When gasoline prices ratchet up and it costs a hundred bucks to fill your car, the political comedy starts. Who to blame?

In the United States, the right blames the left and vice versa. Fuel taxes are too high, the American motorist moans, even though taxes in the United States are among the lowest in the world. Newt Gingrich is so outraged about high prices that he vows to slap a $2.50 (U.S.) a gallon price ceiling on gas if he is installed in the White House. At the same time, he supports tighter sanctions on Iran, one of OPEC’s biggest oil exporters, and is calling for regime change in Tehran.

Call us contrarians, but bombing Iran to get lower oil prices seems a slightly flawed strategy.

Then there are the oil Pollyannas, among them the energy analysts at Citigroup. Last month, they published a report that said soaring production in North America could turn the continent into “the new Middle East,” thanks to the suddenly prolific shale oil deposits. So relax and buy that SUV that sucks two gallons to haul your marshmallow butt to the Starbucks.

The market is not listening to the politicians – some of whom want to drain strategic petroleum reserves in the United States and Europe to put a lid on prices – or the energy gurus who think peak oil is a myth. The price keeps going up.
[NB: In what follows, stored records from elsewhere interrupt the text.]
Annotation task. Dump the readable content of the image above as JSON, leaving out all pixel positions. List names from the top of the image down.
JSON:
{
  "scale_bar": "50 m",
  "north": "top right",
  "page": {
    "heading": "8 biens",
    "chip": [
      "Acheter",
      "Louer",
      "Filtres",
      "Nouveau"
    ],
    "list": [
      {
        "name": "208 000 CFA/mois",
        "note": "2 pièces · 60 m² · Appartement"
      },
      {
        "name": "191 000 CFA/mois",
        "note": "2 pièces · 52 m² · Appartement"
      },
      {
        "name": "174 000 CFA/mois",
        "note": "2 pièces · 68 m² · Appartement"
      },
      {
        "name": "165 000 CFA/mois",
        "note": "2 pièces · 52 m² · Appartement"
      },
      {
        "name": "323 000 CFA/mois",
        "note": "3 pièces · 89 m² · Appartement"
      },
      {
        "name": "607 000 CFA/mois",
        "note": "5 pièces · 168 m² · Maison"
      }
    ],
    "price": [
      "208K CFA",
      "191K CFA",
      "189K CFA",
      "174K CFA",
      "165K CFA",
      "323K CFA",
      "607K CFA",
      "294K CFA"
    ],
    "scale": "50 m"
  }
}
In spite of the shale oil gushers, the euro zone recession, falling or flat oil demand in many of the wealthiest countries, and a new generation of fuel-sipping cars, prices simply refuse co co-operate. This week, Brent crude (the best, though still imperfect, measure of global prices), climbed back to nearly $125 a barrel.

Brent is up about 10 per cent this year, after climbing 32 per cent last year, 21 per cent in 2010 and 66 per cent in 2009. That is a sustained rally and it means oil shocks are a real and present danger, in spite of the extra supply erupting from the bowels of the Dakotas and Saudi Arabia’s claims that it has enough spare capacity to push prices down.

So, who to blame? Try demand. Oceans of cheap money might have something to do with it, but there is no doubt that too little of a good thing is being produced as demand rises relentlessly. The smart Barclays analysts in London, Paul Horsnell and Amrita Sen, have refined the demand side of the equation, inventing the acronym BICS, to be confused somewhat with BRIC, to explain what is going on. BICS stands for Brazil, India, China, Saudi Arabia.

Those four countries alone go a long way to explaining why oil keeps going up, to the point politicians everywhere are in a low-grade panic about high prices that threaten to reverse the economic recovery. The analysts have calculated that oil demand in the BICS has grown since 2006 by 5.1 million barrels a day, while demand in the rest of the world has fallen by 1.4 million barrels. In that sense, North America and Europe are not part of the price-surge problem.

Why are those four countries consuming so much? In China, it is rising internal trade and demand for plastics and petrochemicals, according to Barclays; Chinese diesel demand is rising at 7.5 per cent a year. In India, diesel consumption is soaring because of farm mechanization and rising commercial freight deliveries. Saudi Arabia is triggering oil demand by spending fortunes on infrastructure, all the better to create jobs for the 65 per cent of the population that is under age 25. Oil demand in Brazil is rising at 8 per cent annually because of strong economic growth.

Note that ever higher prices are having no effect on tempering oil consumption in the BICS. Their slurp-a-thons seem unstoppable. For every barrel of oil that North America and Europe give up, the BICS take almost four.

The problem is that supply is not rising fast enough. If the Saudis had as much spare capacity as they claim, why did the price rise as fast as it did, and why are they unable to get it down to $100 a barrel, which is their stated comfort level.

And before you think that salvation will come from American shale oil, consider this fact: The Bakken discovery in the northern United States, the oil play that has the industry buzzing with excitement, has estimated recoverable reserves (using current technology) of no more than 4.3 billion barrels, according to a 2008 U.S. government geological report. The world consumes about 32 billion barrels a year. Do the math. Globally speaking, the Bakken is insignificant, and will remain insignificant even if the reserve figure doubles.

Oil could go down in price if politicians panic and tap into strategic reserves, or a full-blown recession grips the industrialized world. The business-as-usual case, however, suggests that triple-digit prices are here to stay. Blame the BICS.